August 12, 2013

Special When Lit

Worth it.

Special When Lit is a documentary about the pinball phenomenon. Being a pinball enthusiast myself, it was a great look into the industry from the inside.

It covers the origins of the game in the late 1700s all the way to modern day, often with interviews and footage of key people involved. Designers, top players, collectors, pinball arcade owners, programmers, and other notables have a lot to say about their experiences over the course of many decades.

It's very cool that designers of some of the most famous tables give some of their time to just talk about what it was like back in the day, the feelings they would have seeing a table complete, and their process for designing something from scratch. The interviews from players were also interesting, and most of them talk about how it's mentally and physically exhausting, and how it truly is a game of skill. Although some of these people are very old, many of them still congregate at expos and large tournaments.

I've watched some arcade game documentaries, and was afraid Special When Lit would fall into focusing too much on the eccentrics. Thankfully, it didn't. Those people make up a tiny part of the whole documentary. Not to say there aren't some strange people out there, but to try and lump all players into that stereotype of the "pinball-playing weirdo nerds" is stupid, and I'm glad this film avoided doing so.

I was also afraid that Stern would get most of the coverage. Stern Pinball is presently the only company still making pinball machines, and I didn't want the whole film to turn into a giant commercial for them. Luckily it didn't. It covered the company, what they do, and moved on. I feel most of Stern's tables lack the magic and intricacy of previous decades. Not having any competition is an easy way to become lazy, and at times I think that's what happens. It's also kind of lame how nearly all Stern tables are made to promote current movies (of the time). Transformers, Avengers, Avatar, Iron Man, Shrek, Lord of the Rings, Batman, Pirates of the Caribbean, and Terminator 3 are just a few. Very few of their tables (and none of which are currently in production) are original or non-Hollywood promotional games. I understand that they have to make money, it just sucks overall.

It was cool, though, getting an inside look at the factory, and seeing that all tables are put together assembly style, and by hand at that. One person does their tiny thing and passes it on to the next person, and on and on. Bally, Williams, Gottlieb, Midway, and others got just as much (if not more) coverage than Stern, which I feel is appropriate, because all of the legends worked for those companies, and they really paved the way for the future of the game.

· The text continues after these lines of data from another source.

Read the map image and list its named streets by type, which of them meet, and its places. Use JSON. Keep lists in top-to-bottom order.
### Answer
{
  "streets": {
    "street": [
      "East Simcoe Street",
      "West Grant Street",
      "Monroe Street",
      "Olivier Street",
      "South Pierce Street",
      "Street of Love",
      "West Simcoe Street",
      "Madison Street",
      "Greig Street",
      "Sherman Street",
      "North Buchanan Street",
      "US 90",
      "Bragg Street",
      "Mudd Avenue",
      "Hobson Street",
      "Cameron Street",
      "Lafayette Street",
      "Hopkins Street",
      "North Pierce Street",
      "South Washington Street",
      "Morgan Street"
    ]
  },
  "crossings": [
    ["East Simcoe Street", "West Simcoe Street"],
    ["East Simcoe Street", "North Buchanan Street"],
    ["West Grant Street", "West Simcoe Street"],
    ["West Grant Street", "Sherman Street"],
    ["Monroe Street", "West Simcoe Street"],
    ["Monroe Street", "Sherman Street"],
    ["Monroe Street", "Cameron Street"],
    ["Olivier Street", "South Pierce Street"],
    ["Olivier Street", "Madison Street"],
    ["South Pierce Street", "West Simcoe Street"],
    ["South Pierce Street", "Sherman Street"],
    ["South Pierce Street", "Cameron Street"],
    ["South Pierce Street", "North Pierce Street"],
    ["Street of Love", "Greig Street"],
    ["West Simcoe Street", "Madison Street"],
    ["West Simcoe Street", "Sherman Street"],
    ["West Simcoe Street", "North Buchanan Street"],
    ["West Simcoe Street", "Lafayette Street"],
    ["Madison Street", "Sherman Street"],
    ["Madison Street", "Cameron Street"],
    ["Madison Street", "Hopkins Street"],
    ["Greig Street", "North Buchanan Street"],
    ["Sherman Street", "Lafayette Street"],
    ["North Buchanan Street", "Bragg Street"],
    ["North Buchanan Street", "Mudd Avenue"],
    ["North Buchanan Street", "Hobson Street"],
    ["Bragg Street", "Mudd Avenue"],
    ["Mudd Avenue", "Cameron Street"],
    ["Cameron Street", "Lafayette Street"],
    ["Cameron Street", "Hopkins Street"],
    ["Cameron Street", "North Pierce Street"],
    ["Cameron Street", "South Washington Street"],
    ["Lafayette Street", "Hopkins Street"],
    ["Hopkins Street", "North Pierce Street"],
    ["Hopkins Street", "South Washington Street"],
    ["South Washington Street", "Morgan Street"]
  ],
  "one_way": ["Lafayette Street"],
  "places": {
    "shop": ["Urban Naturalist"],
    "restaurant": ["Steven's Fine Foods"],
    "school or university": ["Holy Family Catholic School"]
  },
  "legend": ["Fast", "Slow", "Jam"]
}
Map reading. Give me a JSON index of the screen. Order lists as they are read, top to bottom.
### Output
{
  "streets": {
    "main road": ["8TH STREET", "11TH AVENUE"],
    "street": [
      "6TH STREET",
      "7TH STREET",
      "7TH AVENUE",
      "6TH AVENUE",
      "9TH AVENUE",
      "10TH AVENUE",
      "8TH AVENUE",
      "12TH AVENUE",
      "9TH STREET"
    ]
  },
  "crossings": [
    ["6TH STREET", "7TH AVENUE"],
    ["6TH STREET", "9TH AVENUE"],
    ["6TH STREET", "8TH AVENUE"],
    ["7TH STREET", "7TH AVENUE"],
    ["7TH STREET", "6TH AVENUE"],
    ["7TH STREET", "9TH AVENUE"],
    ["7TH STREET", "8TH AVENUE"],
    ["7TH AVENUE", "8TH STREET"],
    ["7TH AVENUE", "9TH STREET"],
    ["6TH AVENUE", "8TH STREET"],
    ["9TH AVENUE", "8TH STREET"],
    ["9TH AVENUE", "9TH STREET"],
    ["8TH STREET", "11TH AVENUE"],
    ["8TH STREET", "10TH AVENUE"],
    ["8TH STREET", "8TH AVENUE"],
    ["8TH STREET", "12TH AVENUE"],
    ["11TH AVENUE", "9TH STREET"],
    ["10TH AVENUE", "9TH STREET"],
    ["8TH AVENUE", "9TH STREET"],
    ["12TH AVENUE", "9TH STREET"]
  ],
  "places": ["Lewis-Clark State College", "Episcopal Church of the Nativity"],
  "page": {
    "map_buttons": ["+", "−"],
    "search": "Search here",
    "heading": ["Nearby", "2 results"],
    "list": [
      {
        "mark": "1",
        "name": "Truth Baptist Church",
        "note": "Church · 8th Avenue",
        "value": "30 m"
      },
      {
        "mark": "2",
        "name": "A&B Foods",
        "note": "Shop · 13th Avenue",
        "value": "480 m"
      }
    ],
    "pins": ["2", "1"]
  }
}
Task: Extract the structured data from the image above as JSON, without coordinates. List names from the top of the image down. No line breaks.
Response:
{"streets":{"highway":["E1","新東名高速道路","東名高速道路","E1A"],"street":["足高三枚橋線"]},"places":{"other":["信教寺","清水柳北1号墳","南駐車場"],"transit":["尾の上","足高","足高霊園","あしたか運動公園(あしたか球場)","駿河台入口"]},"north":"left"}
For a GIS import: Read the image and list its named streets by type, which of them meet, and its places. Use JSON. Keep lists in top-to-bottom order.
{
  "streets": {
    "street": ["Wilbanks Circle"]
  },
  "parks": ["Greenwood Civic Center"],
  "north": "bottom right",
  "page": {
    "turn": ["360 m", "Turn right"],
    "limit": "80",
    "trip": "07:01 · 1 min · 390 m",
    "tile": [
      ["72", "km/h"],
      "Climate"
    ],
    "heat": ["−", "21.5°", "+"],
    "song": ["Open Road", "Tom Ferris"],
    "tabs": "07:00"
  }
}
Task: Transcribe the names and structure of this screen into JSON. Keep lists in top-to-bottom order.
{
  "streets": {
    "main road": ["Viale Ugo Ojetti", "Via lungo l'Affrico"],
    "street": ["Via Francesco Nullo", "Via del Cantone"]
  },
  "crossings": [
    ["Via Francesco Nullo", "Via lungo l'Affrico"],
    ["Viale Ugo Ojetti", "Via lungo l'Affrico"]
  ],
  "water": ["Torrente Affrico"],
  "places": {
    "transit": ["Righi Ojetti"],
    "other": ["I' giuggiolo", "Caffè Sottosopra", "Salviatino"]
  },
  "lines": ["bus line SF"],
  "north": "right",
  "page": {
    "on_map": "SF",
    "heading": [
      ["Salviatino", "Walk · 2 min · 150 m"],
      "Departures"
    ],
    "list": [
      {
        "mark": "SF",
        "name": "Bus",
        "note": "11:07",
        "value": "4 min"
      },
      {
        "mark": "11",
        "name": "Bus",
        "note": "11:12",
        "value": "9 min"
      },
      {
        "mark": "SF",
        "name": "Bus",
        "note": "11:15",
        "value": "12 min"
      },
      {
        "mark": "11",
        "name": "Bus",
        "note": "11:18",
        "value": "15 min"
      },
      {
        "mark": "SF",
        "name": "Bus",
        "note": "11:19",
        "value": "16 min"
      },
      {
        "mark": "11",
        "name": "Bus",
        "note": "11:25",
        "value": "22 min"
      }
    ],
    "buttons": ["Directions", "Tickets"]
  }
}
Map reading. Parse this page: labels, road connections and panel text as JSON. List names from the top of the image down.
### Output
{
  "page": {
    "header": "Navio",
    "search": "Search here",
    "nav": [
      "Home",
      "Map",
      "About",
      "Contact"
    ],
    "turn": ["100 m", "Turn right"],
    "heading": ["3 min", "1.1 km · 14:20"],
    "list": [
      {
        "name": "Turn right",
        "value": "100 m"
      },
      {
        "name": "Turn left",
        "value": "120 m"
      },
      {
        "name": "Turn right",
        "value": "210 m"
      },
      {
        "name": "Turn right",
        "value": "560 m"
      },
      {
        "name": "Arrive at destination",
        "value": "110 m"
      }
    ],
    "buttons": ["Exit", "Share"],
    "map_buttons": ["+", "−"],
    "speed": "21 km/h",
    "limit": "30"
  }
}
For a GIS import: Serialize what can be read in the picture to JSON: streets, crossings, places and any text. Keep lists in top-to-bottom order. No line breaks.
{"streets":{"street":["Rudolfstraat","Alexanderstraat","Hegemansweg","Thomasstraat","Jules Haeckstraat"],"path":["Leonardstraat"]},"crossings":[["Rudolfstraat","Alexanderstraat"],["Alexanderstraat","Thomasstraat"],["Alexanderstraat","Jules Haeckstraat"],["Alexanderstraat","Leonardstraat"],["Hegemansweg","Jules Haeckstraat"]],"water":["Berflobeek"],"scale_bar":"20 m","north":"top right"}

Tournaments also get a decent amount of coverage. It's great to watch super-skilled players actually play, as well as hear what they think about, how they get into the zone, and how it's a transcendental experience for them. Yes, some of them have weird habits when they play, but I think since they're the greatest players in the world, there's no problem with that. I like that the focus of the whole film isn't building up to a single tournament, because people would say, "Well, I don't really care about pinball, so why would I care about a tournament of wackos that play?" The focus is on the people creating, playing, and with highly informative inside knowledge of the game itself.

I enjoy pinball a lot, and really lucked out in having gone through my childhood right at the resurgence in the early 90s. My fondest memories are with the digital age machines, such as The Addams Family, Star Trek: The Next Generation, Twilight Zone, Creature from the Black Lagoon, Super Mario Bros., and Terminator 2: Judgement Day. Being a kid, I didn't really appreciate or know the history of the game. I was also only able to play when my parents and I would go somewhere that happened to have a machine or two. I also didn't realize as a kid that the game as I knew it went back to the 1950s.

Although pinball is still around, it's definitely something you'll have to take time to find as opposed to walking into various businesses and them all having tables at the ready. The history of the game and the scope it had is immense. It is a huge part of our culture.

It was interesting to note how bitter some of the interviewees seemed towards video games, since they totally stole the thunder of pinball. They are also resentful of console gaming, and there's a smug sense of satisfaction present when they're talking about the crash of 1983. Video games "just couldn't stand up on their own, but pinball is forever." The documentary avoids talking about the Nintendo revival or anything past that, however.

Still, I can't really compare the two because they're so different. I love having a pinball machine in front of me. To have that huge mechanical machine, blanketed with lights, roaring with music and sound, begging you to challenge it, there's nothing else like it. Special When Lit is definitely worth watching.